Nonprofit Organizations

B569 is taught by J. Prusak, P. Purcell

Over 1.5 million nonprofit organizations, supported by over $400 billion in annual gifts, provide essential services ranging from large urban hospitals, major universities, national social service agencies and grant-making private foundations to "grassroots" homeless shelters, food pantries and health clinics. Attorneys fulfill an important role as independent counsel, staff and/or volunteer directors to nonprofit organizations as well as counsel to the donors who support these charitable missions.
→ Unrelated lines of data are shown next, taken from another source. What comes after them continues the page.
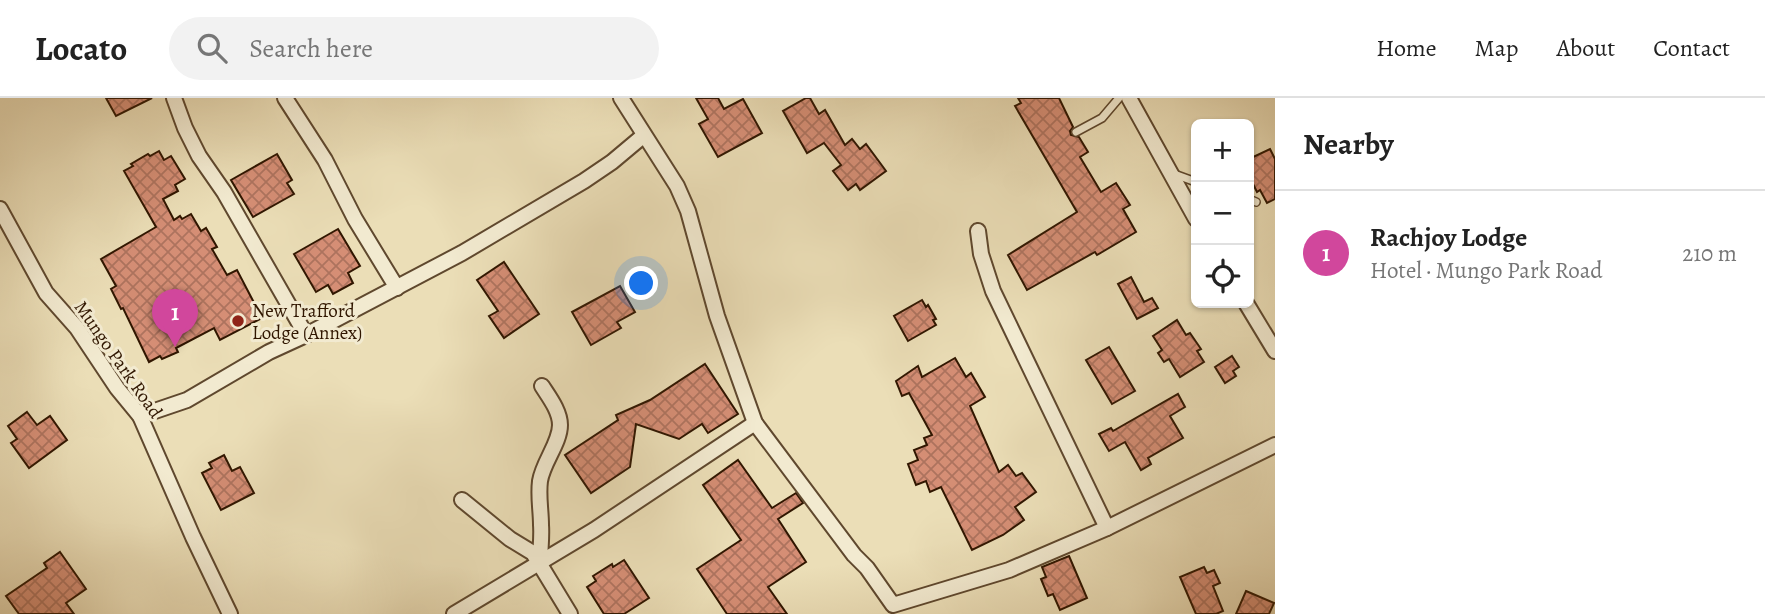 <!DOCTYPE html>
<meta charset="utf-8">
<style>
body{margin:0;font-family:Alegreya,serif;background:#f2f2f2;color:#222}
.controls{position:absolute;right:21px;top:21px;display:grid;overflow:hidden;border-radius:10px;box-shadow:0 2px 5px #0004}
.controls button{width:63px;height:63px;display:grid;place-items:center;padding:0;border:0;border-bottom:2px solid #e0e0e0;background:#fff;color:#222;font:35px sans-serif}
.you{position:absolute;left:642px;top:186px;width:24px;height:24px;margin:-18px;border:5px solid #fff;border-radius:50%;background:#1a73e8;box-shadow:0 0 0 10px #1a73e833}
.badge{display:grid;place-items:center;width:46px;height:46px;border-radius:50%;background:#8f2418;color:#fff;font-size:23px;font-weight:700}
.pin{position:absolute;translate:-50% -58px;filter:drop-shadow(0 2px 4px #0008)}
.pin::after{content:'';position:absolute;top:37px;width:24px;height:21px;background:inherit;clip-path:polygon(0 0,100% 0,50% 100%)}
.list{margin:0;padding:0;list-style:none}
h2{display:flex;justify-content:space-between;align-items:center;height:91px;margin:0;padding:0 28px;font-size:30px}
h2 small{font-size:23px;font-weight:400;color:#767676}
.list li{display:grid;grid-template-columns:46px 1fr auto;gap:21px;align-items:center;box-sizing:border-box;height:126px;padding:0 28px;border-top:2px solid #e0e0e0}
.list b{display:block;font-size:26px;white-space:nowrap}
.list p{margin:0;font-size:23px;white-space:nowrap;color:#767676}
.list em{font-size:23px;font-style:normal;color:#767676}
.icon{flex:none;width:38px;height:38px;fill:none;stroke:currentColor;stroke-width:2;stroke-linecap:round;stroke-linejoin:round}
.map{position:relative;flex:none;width:1275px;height:516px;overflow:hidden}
header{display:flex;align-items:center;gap:42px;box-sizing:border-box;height:98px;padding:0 35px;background:#fff;border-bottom:2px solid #e0e0e0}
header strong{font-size:33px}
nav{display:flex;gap:38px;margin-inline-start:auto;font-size:24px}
.search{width:490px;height:63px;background:#f2f2f2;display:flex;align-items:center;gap:18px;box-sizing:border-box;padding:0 24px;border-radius:38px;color:#767676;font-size:26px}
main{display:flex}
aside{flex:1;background:#fff}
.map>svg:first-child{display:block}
</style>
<header>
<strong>Locato</strong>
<div class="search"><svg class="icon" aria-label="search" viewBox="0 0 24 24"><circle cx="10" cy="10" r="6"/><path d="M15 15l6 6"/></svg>Search here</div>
<nav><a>Home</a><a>Map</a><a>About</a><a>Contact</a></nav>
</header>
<main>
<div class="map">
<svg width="1275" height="516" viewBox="0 0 1275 516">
<defs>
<pattern id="building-cross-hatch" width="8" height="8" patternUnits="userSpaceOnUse" patternTransform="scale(1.75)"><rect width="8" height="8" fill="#d58e75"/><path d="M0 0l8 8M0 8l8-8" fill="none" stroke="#ad735e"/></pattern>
</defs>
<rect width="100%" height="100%" fill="#ebdeb7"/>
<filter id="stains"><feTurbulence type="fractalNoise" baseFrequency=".00286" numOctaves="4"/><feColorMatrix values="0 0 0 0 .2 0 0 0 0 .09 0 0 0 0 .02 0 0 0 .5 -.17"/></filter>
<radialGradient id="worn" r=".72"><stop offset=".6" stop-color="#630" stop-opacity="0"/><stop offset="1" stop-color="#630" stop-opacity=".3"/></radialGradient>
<g fill="url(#building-cross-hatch)" stroke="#301600" stroke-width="2">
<path d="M 106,0 L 152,0 L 116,18 Z"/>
<path d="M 696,0 L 718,0 L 724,11 L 743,1 L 762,35 L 718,59 L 699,26 L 708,21 Z"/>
<path d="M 806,0 L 810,0 L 819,16 L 825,12 L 845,47 L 852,41 L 860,51 L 866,46 L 886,73 L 860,92 L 856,86 L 848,92 L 833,73 L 841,67 L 824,45 L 807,55 L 783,13 Z"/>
<path d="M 1018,0 L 1059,0 L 1073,29 L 1070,33 L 1071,37 L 1079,39 L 1088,54 L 1080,59 L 1101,94 L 1116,85 L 1130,107 L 1123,111 L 1136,134 L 1097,157 L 1095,154 L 1027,192 L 1008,157 L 1077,114 L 1015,8 L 1021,5 Z"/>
<path d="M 1270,51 L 1275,61 L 1275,101 L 1267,105 L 1260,92 L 1257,94 L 1249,78 L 1249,61 Z"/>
<path d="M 159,53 L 164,62 L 171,58 L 185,81 L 175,87 L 178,93 L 163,101 L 174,122 L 180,118 L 182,121 L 191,116 L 201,133 L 206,130 L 217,149 L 212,151 L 227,177 L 237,172 L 262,220 L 220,242 L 214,230 L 176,250 L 178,254 L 162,261 L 160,258 L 149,264 L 123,210 L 121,211 L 111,191 L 116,188 L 101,161 L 156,129 L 124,73 L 133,68 L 131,66 L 148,56 L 150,58 Z"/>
<path d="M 277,56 L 292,82 L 287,85 L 294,96 L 253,119 L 231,82 Z"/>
<path d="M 338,131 L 360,168 L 348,175 L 353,185 L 333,196 L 328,187 L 316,194 L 294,156 Z"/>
<path d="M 504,164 L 539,216 L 504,240 L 489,218 L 498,213 L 477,182 Z"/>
<path d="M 1131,179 L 1144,204 L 1152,200 L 1158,210 L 1137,221 L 1118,186 Z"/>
<path d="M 620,188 L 635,214 L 617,224 L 621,230 L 591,247 L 572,214 Z"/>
<path d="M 922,202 L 926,209 L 928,207 L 936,221 L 933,222 L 936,227 L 908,243 L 894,218 Z"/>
<path d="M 1177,222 L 1186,237 L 1190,235 L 1201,251 L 1197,253 L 1204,264 L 1180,279 L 1169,261 L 1164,264 L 1158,255 L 1162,252 L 1153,238 Z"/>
<path d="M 1109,249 L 1135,293 L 1112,306 L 1086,262 Z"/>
<path d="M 1232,258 L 1239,269 L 1233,273 L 1236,278 L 1225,285 L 1215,269 Z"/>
<path d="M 955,260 L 966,279 L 971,275 L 985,299 L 970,308 L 999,374 L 1008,367 L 1016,378 L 1022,375 L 1036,394 L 1015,409 L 1024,422 L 1003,437 L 972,452 L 941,389 L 930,394 L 926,383 L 916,387 L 908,366 L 918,362 L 914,352 L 927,347 L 924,340 L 932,337 L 909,295 L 902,298 L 896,283 L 918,268 L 922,279 Z"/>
<path d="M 705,266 L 738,316 L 708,335 L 702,326 L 679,341 L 636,326 L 630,369 L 591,395 L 565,357 L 618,322 L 616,317 L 650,302 Z"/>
<path d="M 1178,296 L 1185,309 L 1170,318 L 1183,340 L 1148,360 L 1151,366 L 1141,372 L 1125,344 L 1109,353 L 1099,336 L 1111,330 L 1113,333 Z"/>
<path d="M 27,314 L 37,327 L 50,318 L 67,342 L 29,370 L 11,345 L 17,341 L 8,328 Z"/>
<path d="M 224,357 L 232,373 L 240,369 L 254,395 L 221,412 L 202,375 L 212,370 L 209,365 Z"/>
<path d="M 738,362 L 772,410 L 796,395 L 803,405 L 778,421 L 806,464 L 768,489 L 787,516 L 727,516 L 697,471 L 741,442 L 703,387 Z"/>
<path d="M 60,454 L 86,491 L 66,505 L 74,516 L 19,516 L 6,498 L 47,470 L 44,465 Z"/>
<path d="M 1069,458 L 1087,500 L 1060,512 L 1053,496 L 1048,498 L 1041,481 L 1046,479 L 1042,469 Z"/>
<path d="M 624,462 L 649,500 L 624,516 L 604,516 L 587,489 L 596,483 L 593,478 L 612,466 L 613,469 Z"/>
<path d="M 1204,469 L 1207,475 L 1214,472 L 1220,485 L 1213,488 L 1223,513 L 1216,516 L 1196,516 L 1180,479 Z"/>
<path d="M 1246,493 L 1274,505 L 1269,516 L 1236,516 Z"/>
</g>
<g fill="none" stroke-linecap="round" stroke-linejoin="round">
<g stroke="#5f482e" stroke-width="10">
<g id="service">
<path d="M 1076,34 L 1102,20 L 1119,0"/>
<path d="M 1174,76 L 1196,84"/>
<path d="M 1249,101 L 1256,104"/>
</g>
</g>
<g stroke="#5f482e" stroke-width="18">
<g id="minor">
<path d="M 174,0 L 185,30 L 199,58 L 224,94 L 306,237"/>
<path d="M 285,0 L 325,62 L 355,121 L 397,190"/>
<path d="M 621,0 L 677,88 L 688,113 L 717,218 L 755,325 L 854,457 L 867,470 L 893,507 L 1009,472 L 1107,430 L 1275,347"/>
<path d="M 1129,0 L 1196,121"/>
<path d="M 0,111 L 46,195 L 77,230 L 117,290 L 140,318 L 193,439 L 230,516"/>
<path d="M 978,133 L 981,156 L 993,193 L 1107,430"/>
<path d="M 1246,205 L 1275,253"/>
<path d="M 140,318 L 187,302 L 269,254 L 306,237 L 462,155 L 584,83 L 612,64 L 643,38"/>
<path d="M 462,402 L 510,441 L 533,455 L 570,516"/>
<path d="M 540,465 C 540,453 542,439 541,427 C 541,412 538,399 540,383 C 543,364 560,345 560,327 C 560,313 549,299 542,288"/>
<path d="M 454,516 L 594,432 L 755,325"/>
</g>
</g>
<use href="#service" stroke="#f2ead0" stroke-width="7"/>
<use href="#minor" stroke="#f2ead0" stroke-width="14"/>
</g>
<circle fill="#8f2418" stroke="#f2ead0" stroke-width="2.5" cx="238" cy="223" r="7"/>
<g text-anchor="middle" stroke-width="6" stroke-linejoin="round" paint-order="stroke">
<g font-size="19" fill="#301600" stroke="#f2ead0" text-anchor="start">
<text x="252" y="219">New Trafford<tspan x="252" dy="22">Lodge (Annex)</tspan></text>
</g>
<g font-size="19" fill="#301600" stroke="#f2ead0">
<text transform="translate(119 261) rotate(55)" y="7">Mungo Park Road</text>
</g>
</g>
<rect width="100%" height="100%" filter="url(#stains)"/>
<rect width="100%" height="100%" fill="url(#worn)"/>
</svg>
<div class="controls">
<button>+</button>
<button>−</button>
<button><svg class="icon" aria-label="locate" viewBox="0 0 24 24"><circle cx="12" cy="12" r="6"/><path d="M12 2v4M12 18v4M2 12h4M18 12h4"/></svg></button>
</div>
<div class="you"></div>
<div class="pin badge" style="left:175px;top:249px;background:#d1479c">1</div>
</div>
<aside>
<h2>Nearby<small></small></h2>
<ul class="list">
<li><span class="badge" style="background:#d1479c">1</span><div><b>Rachjoy Lodge</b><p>Hotel · Mungo Park Road</p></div><em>210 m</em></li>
</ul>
</aside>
</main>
This three credit hour course examines the legal issues of nonprofit organizations. Specific topics will include:

Formation of all types of nonprofit organizations under state and federal law

Governance duties and liabilities of officers, directors and trustees

Tax-exempt status for nonprofit organizations under state and federal law

Creation of private foundations, donor advised funds and supporting organizations

Lobbying and political campaigning

Inurement, private benefit and intermediate sanctions

Commercial activity and unrelated business income tax

Charitable giving

Oversight by state attorney general and Internal Revenue Service

Special issues for membership organizations

Mergers, joint ventures, dissolution and antitrust

This course is designated by the law school as a writing course. Grades will be based on a team writing project, short essay assignments and participation in class discussion. The required text will be:

Fishman and Schwarz, Nonprofit Organizations: Cases and Materials (Foundation Press, current edition TBA).